By: Elena Grace Flores
President Du30’s hot and cold relationship with the Americans started from the time of the late former President Ferdinand Marcos. His son, Bongbong Marcos explains that it was not his father’s intention to drive the American military bases away. He just couldn’t agree with the Parity Law that gives equal rights to Americans with the Filipinos in the country. The ex-leader insisted on the country’s sovereignty over its territory – and made it a point that Filipinos are not second class citizens.
Video by; Elena Grace Flores
[VIDEO]: Bongbong Marcos explains why the Americans started to have a grudge against his father who defended the Filipino sovereignty.
Equal Rights with Filipinos
On July 4, 1946, after Philippines’ independence from Japan, the economy was devastated by World War II. Payment of war damage claims by the U.S. government and an influx of capital were both desperately needed. The Bell Act set quotas on Philippine exports to the U.S., pegged the Philippine peso to the U.S. dollar at a rate of 2:1, and provided for free trade between the two countries for 8 years. That was to be followed by gradual application of tariffs for the next 20 years. Many Filipinos objected to the so-called Parity Amendment. It required an amendment to the Philippine constitution allowing U.S. citizens equal rights with Filipinos in the exploitation of natural resources and operation of public utilities. Nonetheless, some powerful Filipinos involved in these negotiations stood to benefit from the arrangement. The Marcos administration finally terminated the Parity officially on July 3, 1974
Du30’s Wrath over the Americans
As soon as President Du30 took office, He immediately criticized American interventions in his administration. However, he mellowed down when Donald Trump won. They are both controversial and share the same distaste with former President Barack Obama.
Would Rather Be Friendly
The President said he “would rather be friendly” now with the United States because they have “redeemed themselves” and “have helped us a lot”. The US “partly helped” when it was “challenged by the Japanese occupation” during World War II. “Even today, they provide crucial equipment to our soldiers in Marawi to fight the terrorists,” he added.
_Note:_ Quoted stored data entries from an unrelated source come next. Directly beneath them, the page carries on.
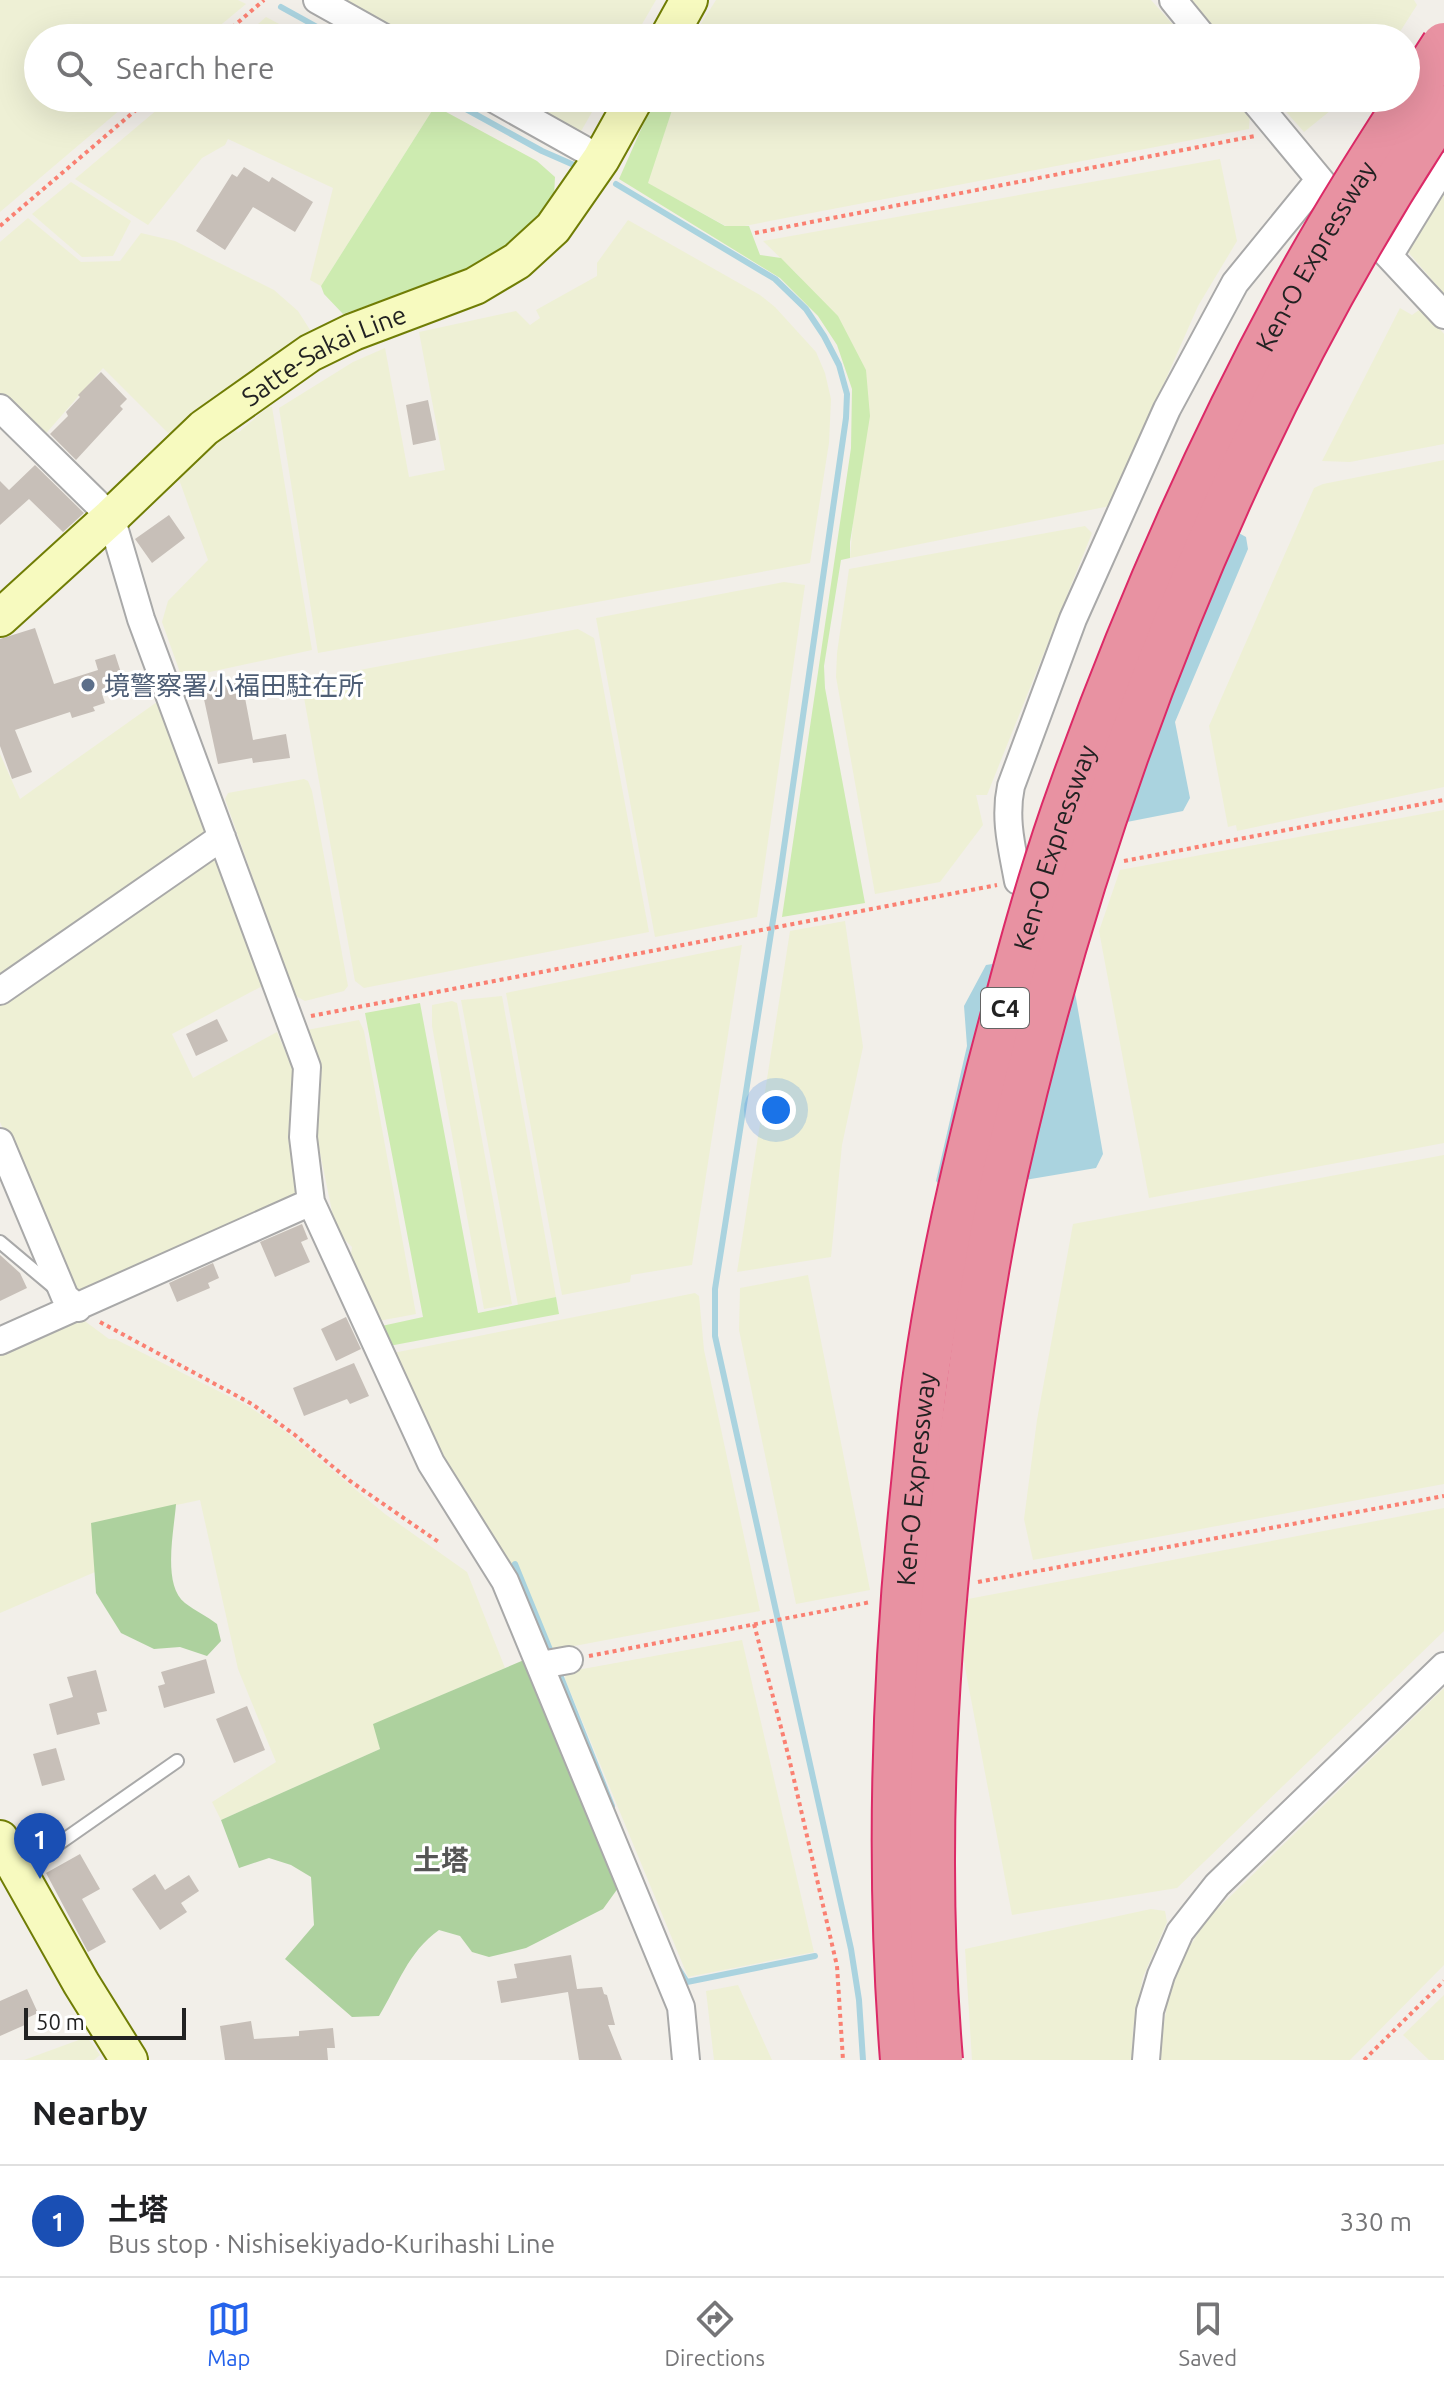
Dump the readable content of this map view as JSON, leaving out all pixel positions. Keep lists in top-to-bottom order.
{
  "streets": {
    "highway": ["Ken-O Expressway", "C4"],
    "main road": ["Satte-Sakai Line"]
  },
  "districts": ["土塔"],
  "places": ["境警察署小福田駐在所"],
  "scale_bar": "50 m",
  "page": {
    "search": "Search here",
    "pins": "1",
    "scale": "50 m",
    "heading": "Nearby",
    "list": [
      {
        "mark": "1",
        "name": "土塔",
        "note": "Bus stop · Nishisekiyado-Kurihashi Line",
        "value": "330 m"
      }
    ],
    "nav": ["Map", "Directions", "Saved"]
  }
}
US President ‘Donald Trump’ hailed his “great relationship” with Du30. He made no mention of human rights during brief remarks to reporters prior to a meeting with his counterpart. Both leaders ignored shouted questions about the drugs crackdown during the ASEAN Summit. The American President might be different from his predecessors but he certainly knows how to respect the Filipino way of doing things.